A New Adventure: Working at the Smithsonian as a Presidential Innovation Fellow
A little over two years ago, I wrote about taking the leap to start a company. Starting and building Ridejoy has one of the most thrilling, challenging, humbling and educational experiences of my life. That chapter of my life is coming to a close and I am embarking on a new adventure. 
Today, I am happy to share that I’ve been selected to serve as Presidential Innovation Fellow (PIF). Along with two other amazing PIFs, Diego Mayer-Cantu and Sarah Allen, I will be working on initiatives to strengthen the Smithsonian Institution’s digital enterprise. I packed up my life in San Francisco in early June and shipped out to Washington DC, where I’ll be for the next six months.
What Will I Be Doing at the Smithsonian?
We’ve all heard of the Smithsonian, but like a lot of people, I didn’t fully appreciate the scale at which it operates. The Smithsonian Institution runs — get ready for this — 19 museums, 20 libraries, 11 research centers, 2 magazines and a freaking zoo. There are over 137 million artifacts, specimens and national treasures in their stewardship and yet only a fraction of a fraction of those pieces are physically accessible to the public at any given time.
The organization’s mission is “the increase and diffusion of knowledge” and while you might not traditionally think of a museum as an educational institution, that’s very much what the Smithsonian is. So along those lines, Sarah, Diego and I will be working with the Office of the Secretary and staff across the various museums and facilities toward three priorities:
- accelerating the Institution’s digitization efforts
- building a crowdsourcing platform to enlist the public in strengthening the digital collections and
- improving the tools for the public to search and discover digital content.

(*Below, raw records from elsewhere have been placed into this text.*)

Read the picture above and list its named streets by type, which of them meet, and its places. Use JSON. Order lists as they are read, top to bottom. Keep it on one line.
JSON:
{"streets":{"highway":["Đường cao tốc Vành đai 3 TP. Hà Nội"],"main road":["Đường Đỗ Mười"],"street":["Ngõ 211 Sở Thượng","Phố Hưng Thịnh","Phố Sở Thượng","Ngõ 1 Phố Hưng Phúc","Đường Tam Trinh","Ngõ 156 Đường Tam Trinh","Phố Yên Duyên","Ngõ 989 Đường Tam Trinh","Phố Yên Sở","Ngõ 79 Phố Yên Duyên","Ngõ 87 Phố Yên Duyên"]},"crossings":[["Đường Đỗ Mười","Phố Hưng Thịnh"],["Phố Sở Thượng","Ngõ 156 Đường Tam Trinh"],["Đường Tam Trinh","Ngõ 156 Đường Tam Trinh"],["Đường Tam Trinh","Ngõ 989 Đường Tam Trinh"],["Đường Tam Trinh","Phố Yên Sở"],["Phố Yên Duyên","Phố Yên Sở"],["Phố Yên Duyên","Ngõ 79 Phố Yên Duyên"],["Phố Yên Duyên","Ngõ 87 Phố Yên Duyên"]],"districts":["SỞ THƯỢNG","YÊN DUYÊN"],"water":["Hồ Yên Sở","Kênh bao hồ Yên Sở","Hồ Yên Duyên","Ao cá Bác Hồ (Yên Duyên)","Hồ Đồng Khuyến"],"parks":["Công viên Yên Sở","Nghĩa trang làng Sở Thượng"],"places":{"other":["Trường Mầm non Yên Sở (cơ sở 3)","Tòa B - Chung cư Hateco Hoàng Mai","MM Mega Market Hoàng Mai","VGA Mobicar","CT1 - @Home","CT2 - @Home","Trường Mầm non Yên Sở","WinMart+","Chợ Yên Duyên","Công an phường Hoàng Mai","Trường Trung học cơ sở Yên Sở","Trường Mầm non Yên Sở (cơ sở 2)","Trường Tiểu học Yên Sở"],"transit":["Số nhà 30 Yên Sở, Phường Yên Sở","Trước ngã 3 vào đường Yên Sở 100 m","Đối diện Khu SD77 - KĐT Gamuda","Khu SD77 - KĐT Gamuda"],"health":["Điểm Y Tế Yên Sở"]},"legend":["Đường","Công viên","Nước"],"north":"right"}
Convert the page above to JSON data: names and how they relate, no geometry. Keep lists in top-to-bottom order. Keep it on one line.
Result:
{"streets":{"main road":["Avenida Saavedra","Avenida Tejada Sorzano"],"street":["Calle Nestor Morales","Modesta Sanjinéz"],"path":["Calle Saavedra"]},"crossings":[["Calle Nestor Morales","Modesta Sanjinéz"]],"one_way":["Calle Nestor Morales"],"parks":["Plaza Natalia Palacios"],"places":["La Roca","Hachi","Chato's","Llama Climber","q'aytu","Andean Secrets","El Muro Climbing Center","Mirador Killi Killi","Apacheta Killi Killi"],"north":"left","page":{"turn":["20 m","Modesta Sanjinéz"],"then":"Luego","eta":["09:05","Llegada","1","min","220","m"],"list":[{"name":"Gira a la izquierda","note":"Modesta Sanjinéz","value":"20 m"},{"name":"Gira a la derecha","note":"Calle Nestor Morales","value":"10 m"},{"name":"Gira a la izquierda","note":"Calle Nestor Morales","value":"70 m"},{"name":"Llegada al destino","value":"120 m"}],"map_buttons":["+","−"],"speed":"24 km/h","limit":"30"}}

It’s an amazing opportunity, but also a huge undertaking. We have learned a ton in the past week and I anticipate we’ll continue drinking from the firehose for some time to come.
What is the Deal with the Fellowship?
At first glance, the federal government is basically the antithesis of a startup. It operates at gigantic scale, moves at the speed of molasses most of the time, and is saddled with lots of rules and regulations. Which is why the Presidential Innovation Fellowship is so fascinating.
The big idea behind the program is basically this: what if we got the best entrepreneurs and innovators in America to partner with forward thinking government leaders? Could we make some awesome things happen? Based on the work from the Round 1 fellows selected in 2012, the answer appears to be “Definitely”.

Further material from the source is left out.